> [Description of the task]:
Only the lines in the entries below from the line with "Task: Build a" to the line with "Quick job: What", both included, belong in the answer, transcribed exactly and without pictures.

> [Dataset entries]:
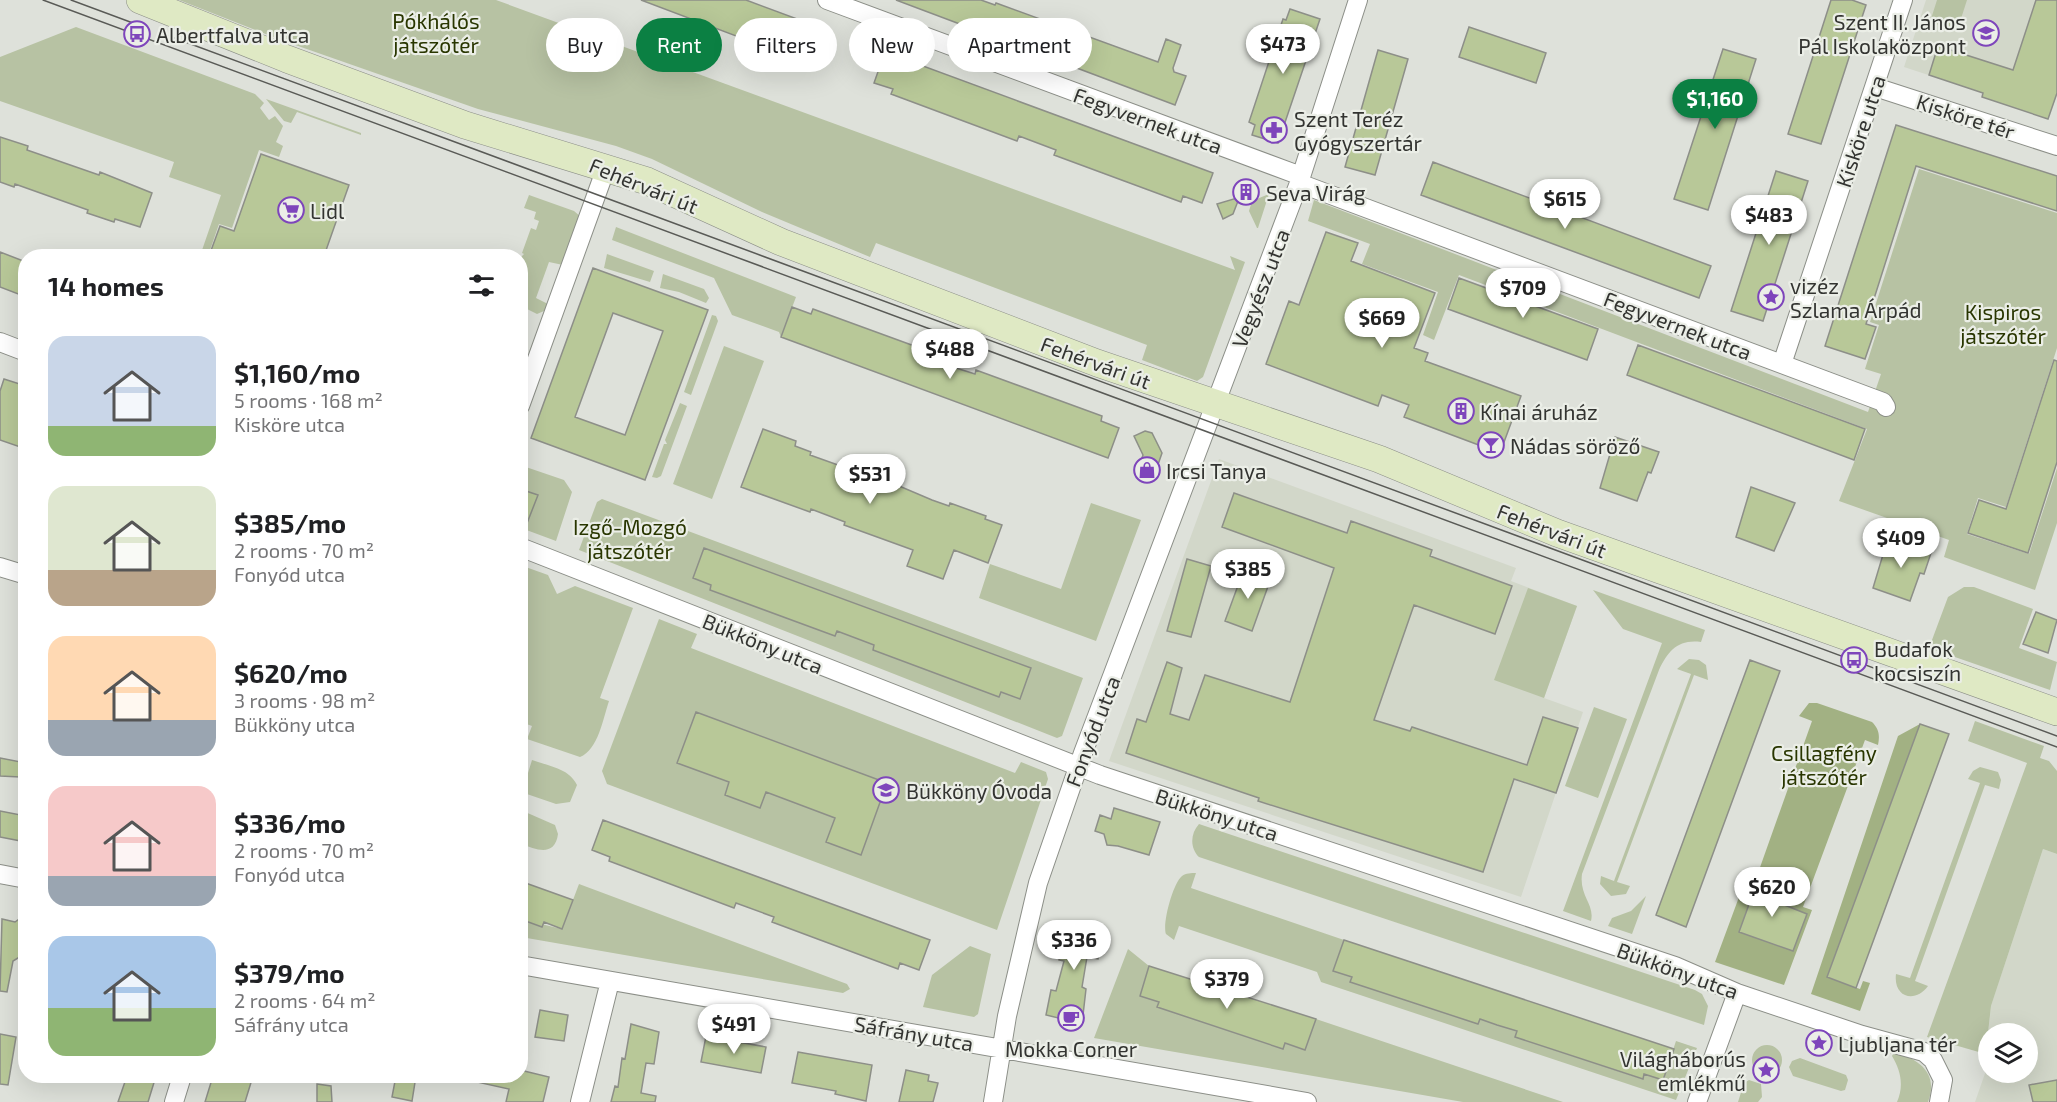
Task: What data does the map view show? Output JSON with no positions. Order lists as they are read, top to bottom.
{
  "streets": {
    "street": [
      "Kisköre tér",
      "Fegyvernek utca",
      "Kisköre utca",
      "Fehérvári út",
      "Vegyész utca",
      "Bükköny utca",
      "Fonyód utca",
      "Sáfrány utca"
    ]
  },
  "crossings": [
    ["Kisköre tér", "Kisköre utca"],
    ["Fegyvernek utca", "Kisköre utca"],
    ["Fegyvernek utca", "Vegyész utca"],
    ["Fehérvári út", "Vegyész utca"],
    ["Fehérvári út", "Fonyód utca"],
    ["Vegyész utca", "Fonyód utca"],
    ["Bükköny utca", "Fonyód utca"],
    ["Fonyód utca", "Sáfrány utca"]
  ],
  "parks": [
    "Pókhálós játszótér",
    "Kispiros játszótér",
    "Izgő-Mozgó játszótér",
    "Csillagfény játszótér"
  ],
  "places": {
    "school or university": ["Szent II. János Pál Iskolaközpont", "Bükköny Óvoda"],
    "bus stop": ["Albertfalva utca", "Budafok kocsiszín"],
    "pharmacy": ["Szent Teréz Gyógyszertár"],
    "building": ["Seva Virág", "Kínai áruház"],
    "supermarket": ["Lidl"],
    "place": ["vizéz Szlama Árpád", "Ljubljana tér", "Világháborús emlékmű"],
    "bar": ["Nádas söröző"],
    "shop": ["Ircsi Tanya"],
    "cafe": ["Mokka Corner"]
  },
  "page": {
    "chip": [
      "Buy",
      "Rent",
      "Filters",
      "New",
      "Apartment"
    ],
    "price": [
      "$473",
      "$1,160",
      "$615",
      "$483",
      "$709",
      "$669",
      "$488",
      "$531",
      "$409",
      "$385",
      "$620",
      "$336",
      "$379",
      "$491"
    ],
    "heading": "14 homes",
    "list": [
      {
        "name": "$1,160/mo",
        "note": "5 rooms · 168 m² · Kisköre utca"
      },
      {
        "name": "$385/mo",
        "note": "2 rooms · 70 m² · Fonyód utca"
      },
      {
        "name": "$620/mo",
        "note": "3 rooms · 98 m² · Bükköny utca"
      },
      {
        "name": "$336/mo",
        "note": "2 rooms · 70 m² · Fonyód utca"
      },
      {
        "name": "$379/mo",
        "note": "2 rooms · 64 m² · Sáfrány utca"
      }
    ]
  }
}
---
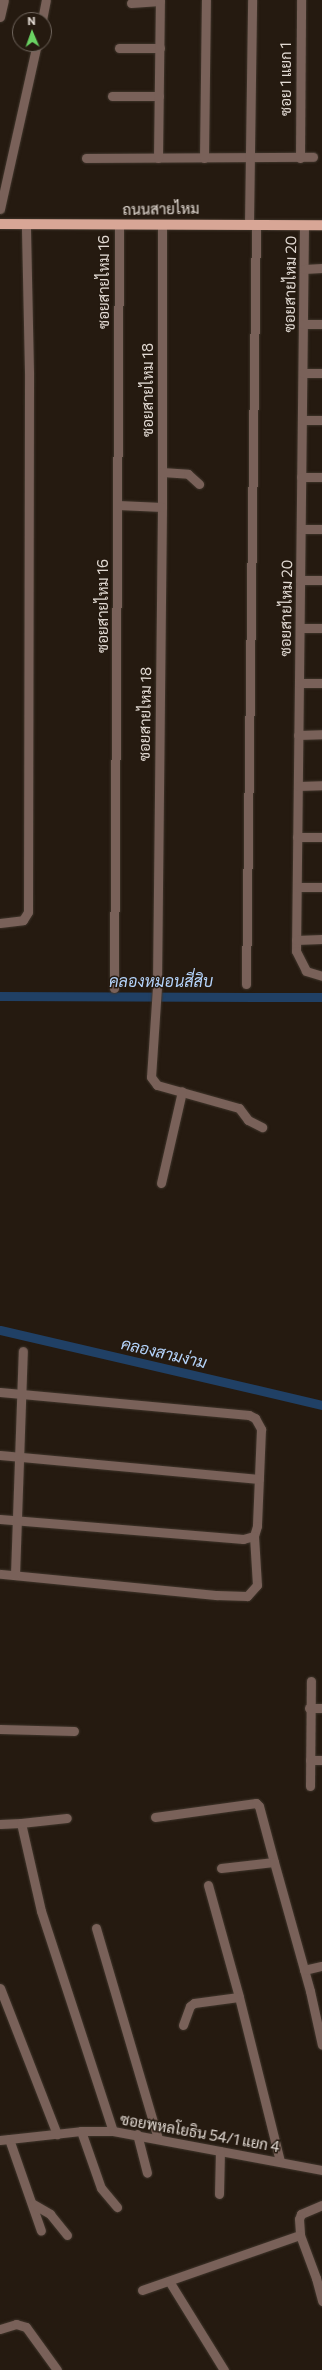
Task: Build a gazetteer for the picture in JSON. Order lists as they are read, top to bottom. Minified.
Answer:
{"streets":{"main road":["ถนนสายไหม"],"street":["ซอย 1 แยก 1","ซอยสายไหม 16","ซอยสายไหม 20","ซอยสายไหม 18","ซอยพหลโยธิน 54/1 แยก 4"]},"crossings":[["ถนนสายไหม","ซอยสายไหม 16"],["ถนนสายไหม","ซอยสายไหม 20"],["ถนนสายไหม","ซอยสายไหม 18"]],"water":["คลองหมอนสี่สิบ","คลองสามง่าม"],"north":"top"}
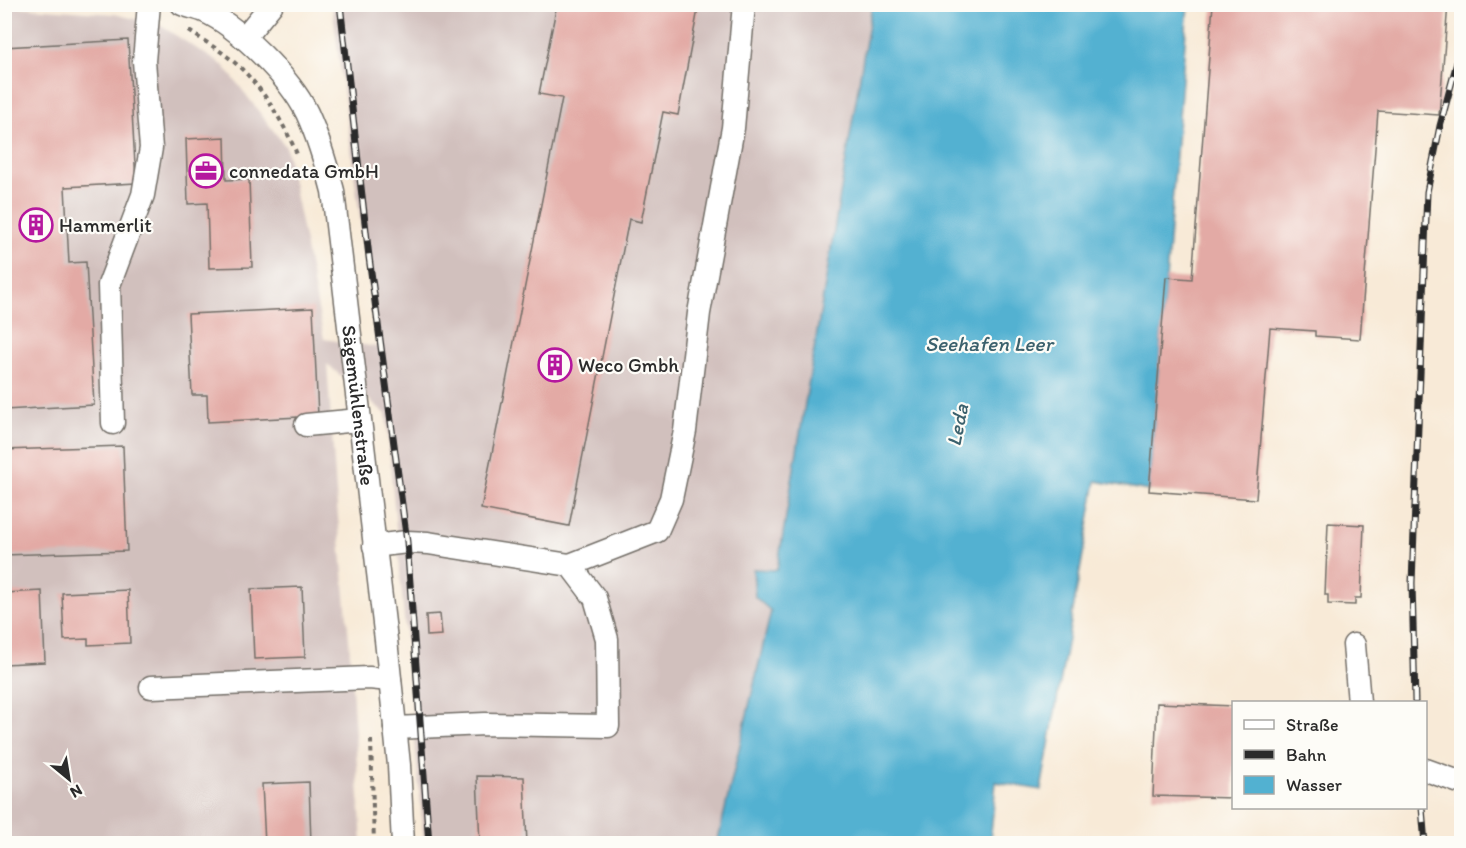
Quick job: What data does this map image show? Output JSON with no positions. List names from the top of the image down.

> [Written response]:
Task: Build a gazetteer for the picture in JSON. Order lists as they are read, top to bottom. Minified.
Answer:
{"streets":{"main road":["ถนนสายไหม"],"street":["ซอย 1 แยก 1","ซอยสายไหม 16","ซอยสายไหม 20","ซอยสายไหม 18","ซอยพหลโยธิน 54/1 แยก 4"]},"crossings":[["ถนนสายไหม","ซอยสายไหม 16"],["ถนนสายไหม","ซอยสายไหม 20"],["ถนนสายไหม","ซอยสายไหม 18"]],"water":["คลองหมอนสี่สิบ","คลองสามง่าม"],"north":"top"}
Quick job: What data does this map image show? Output JSON with no positions. List names from the top of the image down.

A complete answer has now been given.